Acompanhamento necessário. A suspeita de câncer ainda pode surgir pelo exame de toque retal, que Quinho tinha resistência a fazer. No procedimento, o médico insere o dedo indicador no ânus do paciente para apalpar a glândula e sentir nódulos.
- Assim como PSA, é indicado realizá-lo todos os anos a partir dos 50. Pessoas negras e/ou com casos da doença na família devem fazer a partir dos 45 anos.
Sinais. Sintomas de urina, como as mudanças relatadas pelo cantor, costumam ser alertas para o câncer de próstata —considerado silencioso, daí a importância do rastreio anual. As dificuldades ocorrem porque o crescimento da próstata "estrangula" o canal da bexiga, podendo levar à sua obstrução total. São comuns:
- Necessidade de urinar mais vezes durante o dia e/ou a noite;
- Diminuição ou alteração no jato de urina (jato curto e gotejamento, por exemplo);
- Dor ao urinar e/ou ejacular;
- Presença de sangue na urina e/ou no sêmen.

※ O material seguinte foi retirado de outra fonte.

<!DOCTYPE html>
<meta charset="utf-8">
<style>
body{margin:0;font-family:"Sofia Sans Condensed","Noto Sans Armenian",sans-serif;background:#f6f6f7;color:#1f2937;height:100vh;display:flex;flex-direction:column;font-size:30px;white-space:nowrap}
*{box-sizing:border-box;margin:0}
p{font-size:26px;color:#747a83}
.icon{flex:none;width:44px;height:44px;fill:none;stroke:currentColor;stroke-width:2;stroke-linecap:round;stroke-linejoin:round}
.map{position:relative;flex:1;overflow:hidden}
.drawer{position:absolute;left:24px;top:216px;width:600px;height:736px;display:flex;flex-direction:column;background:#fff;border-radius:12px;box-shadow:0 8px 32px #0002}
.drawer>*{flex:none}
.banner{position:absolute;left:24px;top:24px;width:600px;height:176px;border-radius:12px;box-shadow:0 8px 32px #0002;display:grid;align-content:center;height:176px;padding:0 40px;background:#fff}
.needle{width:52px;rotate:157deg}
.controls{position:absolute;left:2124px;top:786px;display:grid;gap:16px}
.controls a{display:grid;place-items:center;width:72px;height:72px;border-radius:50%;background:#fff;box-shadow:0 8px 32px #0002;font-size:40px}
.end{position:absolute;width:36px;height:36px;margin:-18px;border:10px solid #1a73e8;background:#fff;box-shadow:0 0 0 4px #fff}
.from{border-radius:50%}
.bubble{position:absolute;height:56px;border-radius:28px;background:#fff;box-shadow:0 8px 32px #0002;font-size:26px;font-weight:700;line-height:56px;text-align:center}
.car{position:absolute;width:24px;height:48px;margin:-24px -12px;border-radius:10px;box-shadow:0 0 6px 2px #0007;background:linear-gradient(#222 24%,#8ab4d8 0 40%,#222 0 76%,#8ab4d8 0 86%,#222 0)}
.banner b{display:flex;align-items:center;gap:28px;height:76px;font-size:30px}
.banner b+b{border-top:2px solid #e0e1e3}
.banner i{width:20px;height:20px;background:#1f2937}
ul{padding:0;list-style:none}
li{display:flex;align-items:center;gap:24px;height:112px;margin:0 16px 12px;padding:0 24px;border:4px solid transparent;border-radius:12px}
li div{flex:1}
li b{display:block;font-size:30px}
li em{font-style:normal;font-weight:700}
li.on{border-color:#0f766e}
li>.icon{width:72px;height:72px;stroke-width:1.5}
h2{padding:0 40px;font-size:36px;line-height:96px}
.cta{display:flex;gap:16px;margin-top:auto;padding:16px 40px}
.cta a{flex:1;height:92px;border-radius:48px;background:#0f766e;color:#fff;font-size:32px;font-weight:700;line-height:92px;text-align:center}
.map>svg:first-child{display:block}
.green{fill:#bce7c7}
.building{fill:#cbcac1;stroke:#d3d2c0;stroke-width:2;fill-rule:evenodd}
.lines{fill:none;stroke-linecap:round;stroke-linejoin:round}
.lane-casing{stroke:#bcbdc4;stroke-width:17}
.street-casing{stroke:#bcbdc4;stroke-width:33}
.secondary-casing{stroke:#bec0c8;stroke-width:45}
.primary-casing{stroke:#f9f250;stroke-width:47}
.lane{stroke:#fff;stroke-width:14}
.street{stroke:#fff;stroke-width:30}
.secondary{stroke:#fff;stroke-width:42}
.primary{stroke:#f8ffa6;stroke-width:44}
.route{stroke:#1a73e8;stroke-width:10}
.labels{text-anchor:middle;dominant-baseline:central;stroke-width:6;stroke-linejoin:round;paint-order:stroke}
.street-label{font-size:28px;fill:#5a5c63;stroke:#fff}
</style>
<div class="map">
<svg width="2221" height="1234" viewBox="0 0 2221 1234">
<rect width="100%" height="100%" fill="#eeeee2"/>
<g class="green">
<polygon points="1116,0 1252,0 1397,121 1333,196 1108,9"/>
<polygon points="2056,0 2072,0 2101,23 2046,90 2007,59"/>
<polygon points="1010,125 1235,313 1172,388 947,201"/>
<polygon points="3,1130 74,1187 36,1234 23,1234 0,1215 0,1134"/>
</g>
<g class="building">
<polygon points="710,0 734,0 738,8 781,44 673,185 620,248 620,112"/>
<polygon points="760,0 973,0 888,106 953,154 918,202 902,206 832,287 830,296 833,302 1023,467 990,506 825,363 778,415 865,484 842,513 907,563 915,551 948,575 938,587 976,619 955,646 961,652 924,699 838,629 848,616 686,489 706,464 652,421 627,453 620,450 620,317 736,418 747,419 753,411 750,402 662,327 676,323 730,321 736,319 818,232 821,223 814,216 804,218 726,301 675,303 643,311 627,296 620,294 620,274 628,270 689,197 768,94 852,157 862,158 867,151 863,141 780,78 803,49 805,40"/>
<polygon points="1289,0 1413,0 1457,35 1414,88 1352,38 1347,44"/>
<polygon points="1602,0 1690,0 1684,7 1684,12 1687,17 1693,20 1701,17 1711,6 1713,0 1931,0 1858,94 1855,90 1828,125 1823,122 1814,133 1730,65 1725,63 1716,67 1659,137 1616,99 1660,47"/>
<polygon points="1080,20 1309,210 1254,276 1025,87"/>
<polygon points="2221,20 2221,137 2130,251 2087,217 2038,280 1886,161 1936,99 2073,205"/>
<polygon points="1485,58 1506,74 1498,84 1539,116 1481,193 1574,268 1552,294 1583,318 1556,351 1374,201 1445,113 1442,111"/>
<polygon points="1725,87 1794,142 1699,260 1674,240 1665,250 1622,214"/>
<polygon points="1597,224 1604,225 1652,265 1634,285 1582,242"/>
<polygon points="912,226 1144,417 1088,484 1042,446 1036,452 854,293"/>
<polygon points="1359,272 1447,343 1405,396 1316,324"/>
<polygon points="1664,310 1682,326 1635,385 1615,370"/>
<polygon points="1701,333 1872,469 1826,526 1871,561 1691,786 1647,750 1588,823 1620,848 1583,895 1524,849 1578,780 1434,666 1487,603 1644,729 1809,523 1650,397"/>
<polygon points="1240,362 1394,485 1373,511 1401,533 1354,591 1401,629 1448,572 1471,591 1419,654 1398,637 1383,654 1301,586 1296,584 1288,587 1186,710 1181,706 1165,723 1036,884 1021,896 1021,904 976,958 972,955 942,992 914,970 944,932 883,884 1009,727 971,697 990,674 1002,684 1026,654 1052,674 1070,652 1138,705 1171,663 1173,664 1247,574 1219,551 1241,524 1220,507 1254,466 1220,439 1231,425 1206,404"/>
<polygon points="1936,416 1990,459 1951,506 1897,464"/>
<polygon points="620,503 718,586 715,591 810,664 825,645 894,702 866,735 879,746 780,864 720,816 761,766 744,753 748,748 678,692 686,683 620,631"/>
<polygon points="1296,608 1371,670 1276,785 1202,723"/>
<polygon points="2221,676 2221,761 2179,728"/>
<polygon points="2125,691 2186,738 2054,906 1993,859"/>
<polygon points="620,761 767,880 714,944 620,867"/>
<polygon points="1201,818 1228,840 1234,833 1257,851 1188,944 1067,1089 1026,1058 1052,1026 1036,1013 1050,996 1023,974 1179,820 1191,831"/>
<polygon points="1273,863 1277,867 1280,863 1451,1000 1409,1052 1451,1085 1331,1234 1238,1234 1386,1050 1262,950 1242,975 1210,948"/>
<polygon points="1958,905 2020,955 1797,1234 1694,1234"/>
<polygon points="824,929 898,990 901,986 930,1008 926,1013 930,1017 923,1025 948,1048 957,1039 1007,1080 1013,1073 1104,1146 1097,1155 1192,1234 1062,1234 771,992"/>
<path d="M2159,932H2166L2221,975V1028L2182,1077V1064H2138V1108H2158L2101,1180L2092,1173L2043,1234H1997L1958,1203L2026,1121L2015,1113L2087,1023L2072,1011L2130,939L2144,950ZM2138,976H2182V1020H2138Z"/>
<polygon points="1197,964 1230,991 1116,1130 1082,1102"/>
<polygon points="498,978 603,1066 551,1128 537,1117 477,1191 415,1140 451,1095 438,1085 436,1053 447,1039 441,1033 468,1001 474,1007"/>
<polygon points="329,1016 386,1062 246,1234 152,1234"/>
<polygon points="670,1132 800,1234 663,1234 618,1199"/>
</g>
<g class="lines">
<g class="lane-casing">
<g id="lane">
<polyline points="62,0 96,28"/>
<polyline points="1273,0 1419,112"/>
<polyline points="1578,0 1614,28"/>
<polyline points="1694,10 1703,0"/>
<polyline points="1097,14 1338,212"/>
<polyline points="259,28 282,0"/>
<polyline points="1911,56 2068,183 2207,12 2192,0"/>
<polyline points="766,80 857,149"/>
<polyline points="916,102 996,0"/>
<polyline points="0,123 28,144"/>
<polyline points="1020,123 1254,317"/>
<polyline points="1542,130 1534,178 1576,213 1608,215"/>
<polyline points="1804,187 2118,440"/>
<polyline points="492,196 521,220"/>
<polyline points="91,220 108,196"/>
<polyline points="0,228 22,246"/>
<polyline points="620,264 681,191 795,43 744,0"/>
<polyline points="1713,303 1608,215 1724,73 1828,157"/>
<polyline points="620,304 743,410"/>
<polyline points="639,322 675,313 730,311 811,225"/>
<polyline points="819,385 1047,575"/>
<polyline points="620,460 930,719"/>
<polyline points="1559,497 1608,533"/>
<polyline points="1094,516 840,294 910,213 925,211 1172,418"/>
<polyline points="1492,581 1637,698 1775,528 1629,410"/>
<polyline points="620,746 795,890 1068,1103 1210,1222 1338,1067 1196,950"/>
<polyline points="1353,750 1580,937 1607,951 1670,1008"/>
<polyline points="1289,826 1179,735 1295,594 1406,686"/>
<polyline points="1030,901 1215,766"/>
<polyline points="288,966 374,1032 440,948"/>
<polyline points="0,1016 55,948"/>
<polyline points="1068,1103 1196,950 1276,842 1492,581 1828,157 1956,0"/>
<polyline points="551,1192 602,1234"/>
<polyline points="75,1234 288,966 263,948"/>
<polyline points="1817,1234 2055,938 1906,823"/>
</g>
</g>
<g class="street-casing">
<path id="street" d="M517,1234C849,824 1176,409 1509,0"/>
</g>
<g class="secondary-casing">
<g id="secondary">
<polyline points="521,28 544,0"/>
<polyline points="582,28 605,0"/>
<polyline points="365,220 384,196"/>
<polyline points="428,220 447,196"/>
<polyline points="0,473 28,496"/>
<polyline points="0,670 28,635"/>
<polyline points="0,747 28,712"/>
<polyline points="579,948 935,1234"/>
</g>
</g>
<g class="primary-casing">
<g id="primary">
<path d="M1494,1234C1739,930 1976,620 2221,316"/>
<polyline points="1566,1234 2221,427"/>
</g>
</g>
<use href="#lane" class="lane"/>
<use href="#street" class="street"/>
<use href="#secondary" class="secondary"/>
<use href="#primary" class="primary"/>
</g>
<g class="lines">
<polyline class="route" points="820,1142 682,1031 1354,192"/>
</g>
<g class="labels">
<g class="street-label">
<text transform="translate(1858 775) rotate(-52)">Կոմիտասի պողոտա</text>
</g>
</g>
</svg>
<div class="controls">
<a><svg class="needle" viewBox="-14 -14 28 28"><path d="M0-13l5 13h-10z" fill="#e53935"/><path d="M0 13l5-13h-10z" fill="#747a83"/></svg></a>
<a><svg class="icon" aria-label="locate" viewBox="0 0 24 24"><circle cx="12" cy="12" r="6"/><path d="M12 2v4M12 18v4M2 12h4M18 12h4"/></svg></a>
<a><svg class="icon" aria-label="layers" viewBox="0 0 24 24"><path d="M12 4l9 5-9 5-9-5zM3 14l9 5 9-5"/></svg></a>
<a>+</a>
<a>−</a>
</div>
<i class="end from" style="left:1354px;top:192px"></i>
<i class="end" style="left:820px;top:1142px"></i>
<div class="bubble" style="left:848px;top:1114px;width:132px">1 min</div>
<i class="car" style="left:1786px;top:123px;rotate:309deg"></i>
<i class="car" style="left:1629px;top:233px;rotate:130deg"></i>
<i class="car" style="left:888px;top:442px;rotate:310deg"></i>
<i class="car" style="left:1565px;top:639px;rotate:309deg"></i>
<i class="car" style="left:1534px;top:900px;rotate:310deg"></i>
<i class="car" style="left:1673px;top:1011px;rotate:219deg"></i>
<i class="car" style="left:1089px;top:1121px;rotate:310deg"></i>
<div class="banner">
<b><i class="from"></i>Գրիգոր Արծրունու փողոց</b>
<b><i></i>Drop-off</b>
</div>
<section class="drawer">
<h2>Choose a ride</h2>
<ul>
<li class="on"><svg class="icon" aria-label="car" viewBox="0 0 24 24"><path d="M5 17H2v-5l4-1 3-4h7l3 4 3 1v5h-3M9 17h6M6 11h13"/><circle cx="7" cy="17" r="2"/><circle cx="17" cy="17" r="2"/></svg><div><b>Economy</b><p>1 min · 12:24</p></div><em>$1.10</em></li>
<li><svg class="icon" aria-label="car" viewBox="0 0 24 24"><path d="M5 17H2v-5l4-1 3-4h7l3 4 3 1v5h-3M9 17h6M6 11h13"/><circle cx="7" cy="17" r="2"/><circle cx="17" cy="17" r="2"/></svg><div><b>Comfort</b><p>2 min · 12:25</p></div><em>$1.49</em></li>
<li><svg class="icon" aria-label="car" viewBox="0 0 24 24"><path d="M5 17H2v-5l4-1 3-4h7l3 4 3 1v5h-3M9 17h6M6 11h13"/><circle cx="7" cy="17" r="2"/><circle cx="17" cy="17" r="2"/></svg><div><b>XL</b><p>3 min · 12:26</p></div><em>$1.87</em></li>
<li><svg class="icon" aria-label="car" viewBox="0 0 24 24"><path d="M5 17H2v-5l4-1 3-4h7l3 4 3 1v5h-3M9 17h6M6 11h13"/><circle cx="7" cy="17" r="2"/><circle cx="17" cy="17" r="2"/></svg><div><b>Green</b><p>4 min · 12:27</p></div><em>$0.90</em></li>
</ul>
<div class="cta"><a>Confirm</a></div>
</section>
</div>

Eu falo: 'Se chegou a idade, não seja ogro igual ao Quinho'. A medicina está muito avançada. Faça o toque, depois o exame de sangue. O toque é imprescindível para o médico identificar se tem nódulo ou não. Do que adianta essa resistência? Eu não fiz toque retal ao longo da vida e agora tenho que fazer constantemente para saber como está a próstata. Quinho do Salgueiro
União e fé
Alguns pilares dão força a Quinho. Tantos anos devoto ao samba trouxeram uma rede de sustentação forte. "São 31 anos de Acadêmicos do Salgueiro, você cria uma raiz, um vínculo. As pessoas passam a ser a sua família, pegam na sua mão e não largam." O suporte foi além da sua comunidade. Cuidado e incentivo chegaram também das escolas de samba coirmãs.
Eu não sou só cantor do Salgueiro, sou cantor do Carnaval do Rio de Janeiro, que vai para todo o mundo.
Outro alívio de Quinho é crer que Deus não dá um fardo maior do que se pode carregar. E isso garante uma visão pragmática ao lidar com qualquer adversidade: enfrentar. No caso do câncer, diz, a única opção era tratá-lo.
"A minha falecida mãe sempre dizia: 'Doença não dá no pau, o que dá no pau é cupim'. Então, quando der a doença, você corre para se livrar dela", fala o salgueirense.
Papai do céu gosta de mim, foi me dando o caminho, abrindo portas. A minha maior preocupação não é deixar de existir. O que eu sempre pedi a Deus é que eu vá quando chegar a minha hora e que não fique em cima de uma cama dando trabalho para parente ou outras pessoas.
A vida retorna ao normal aos poucos. A boa notícia é voltar a cantar, o que mais ama fazer. "Voltei aos palcos e não me sinto mais tão cansado, como me sentia antes", afirma. A melhora de saúde também reflete no corpo: ele perdeu 20 quilos, e chegou aos 70. Agora, já recuperou oito.
Mesmo fora dos ensaios de Carnaval, Quinho vai desfilar neste domingo (19), quando o Salgueiro é a quinta escola a entrar na Sapucaí. "Vou estar na avenida e dar o grito de guerra para buscar a nossa 10ª estrela", conta o intérprete. Arrepia, Quinho.